When you retype the entries, keep each one exact and leave out the pictures.

----

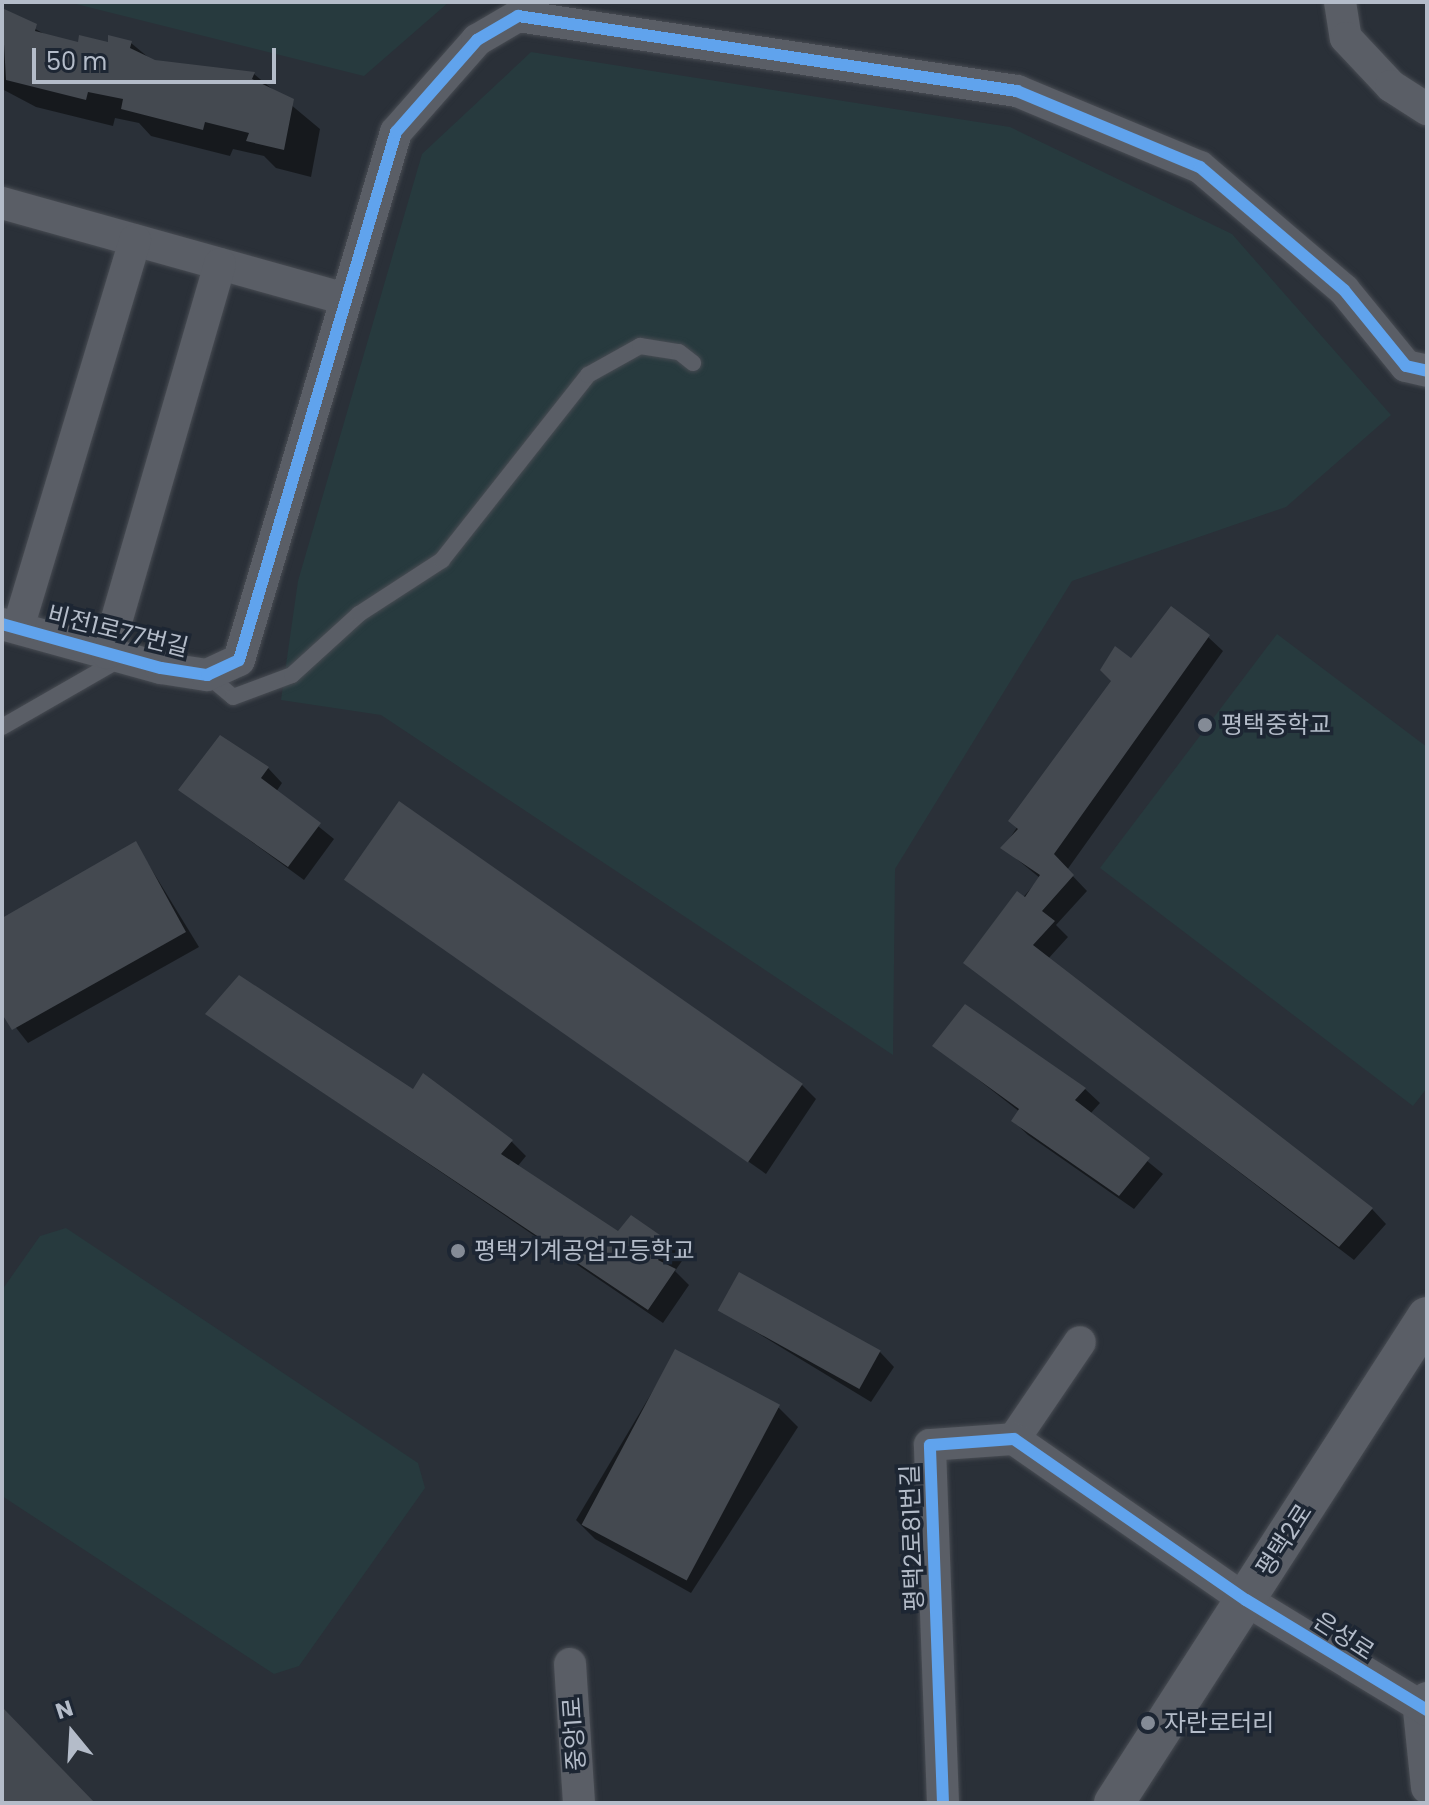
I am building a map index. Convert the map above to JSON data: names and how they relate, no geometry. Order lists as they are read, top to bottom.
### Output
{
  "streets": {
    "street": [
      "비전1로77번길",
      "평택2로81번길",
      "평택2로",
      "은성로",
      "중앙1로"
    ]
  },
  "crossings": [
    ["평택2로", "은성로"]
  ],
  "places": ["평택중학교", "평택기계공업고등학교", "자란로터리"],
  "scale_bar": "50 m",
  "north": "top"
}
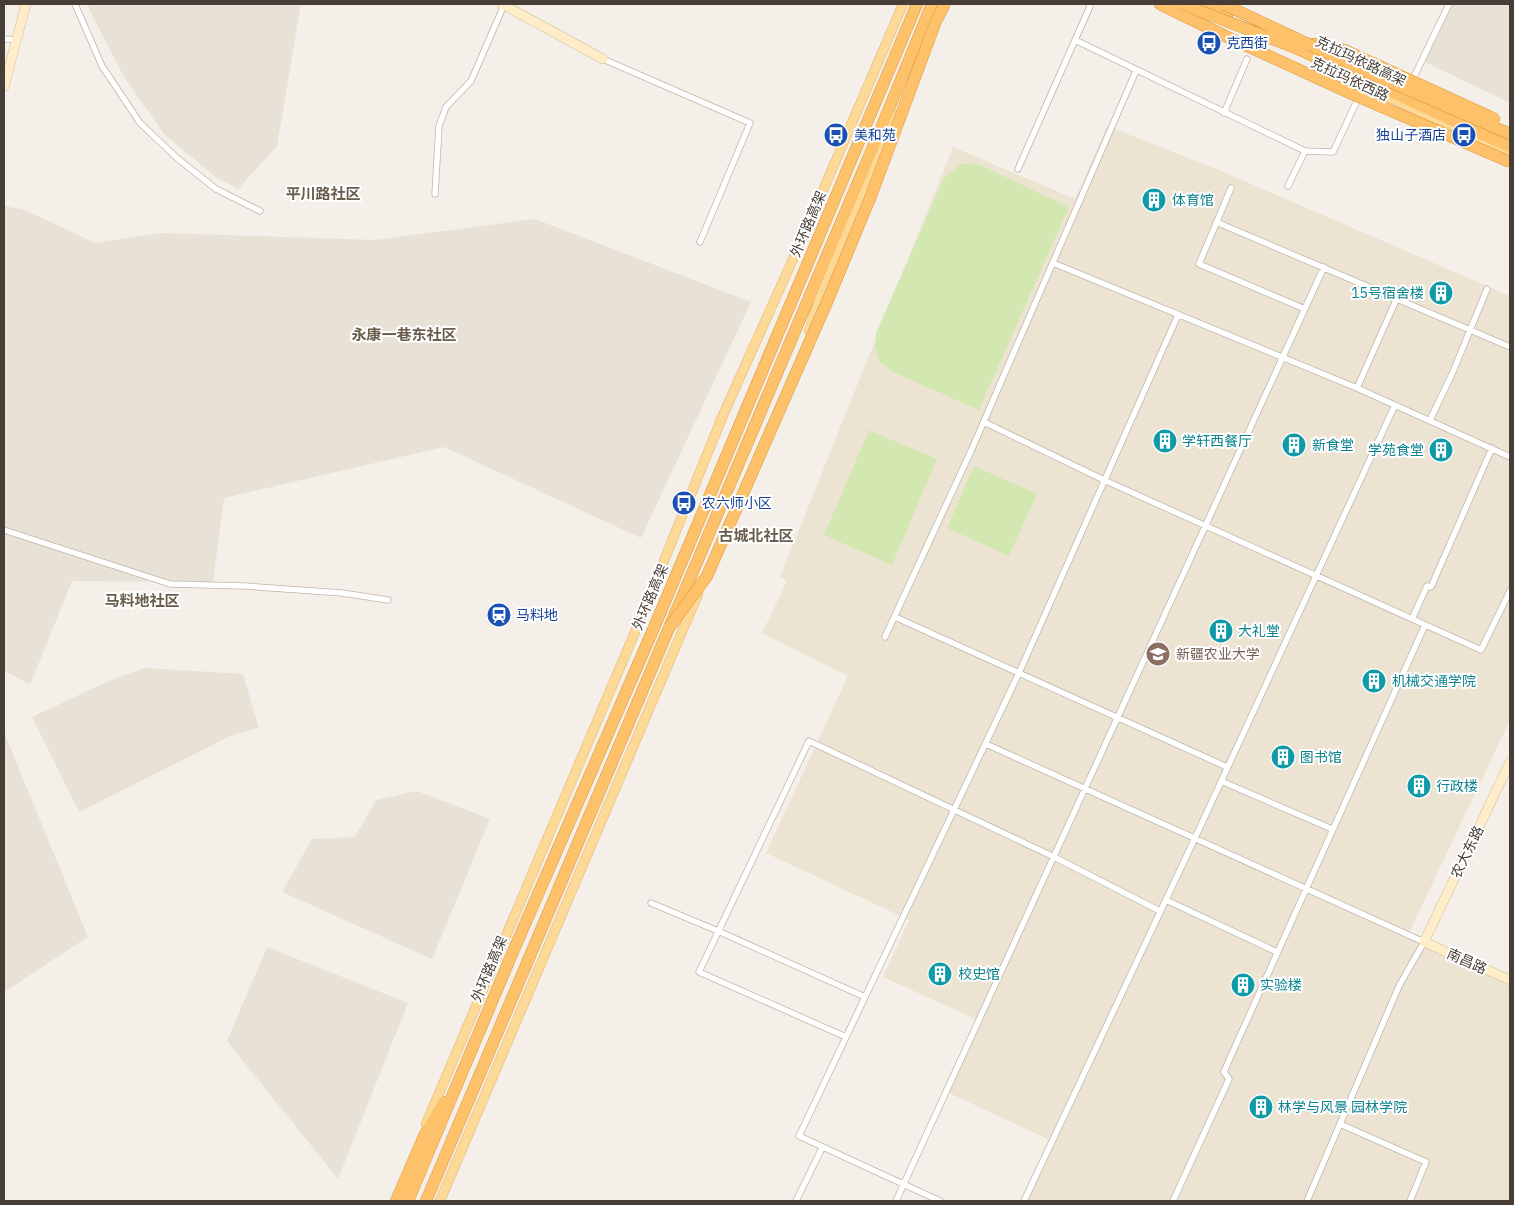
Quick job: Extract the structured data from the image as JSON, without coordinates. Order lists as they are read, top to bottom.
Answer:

----

» SOLUTION BELOW:
I am building a map index. Convert the map above to JSON data: names and how they relate, no geometry. Order lists as they are read, top to bottom.
### Output
{
  "streets": {
    "street": [
      "비전1로77번길",
      "평택2로81번길",
      "평택2로",
      "은성로",
      "중앙1로"
    ]
  },
  "crossings": [
    ["평택2로", "은성로"]
  ],
  "places": ["평택중학교", "평택기계공업고등학교", "자란로터리"],
  "scale_bar": "50 m",
  "north": "top"
}
Quick job: Extract the structured data from the image as JSON, without coordinates. Order lists as they are read, top to bottom.
Answer:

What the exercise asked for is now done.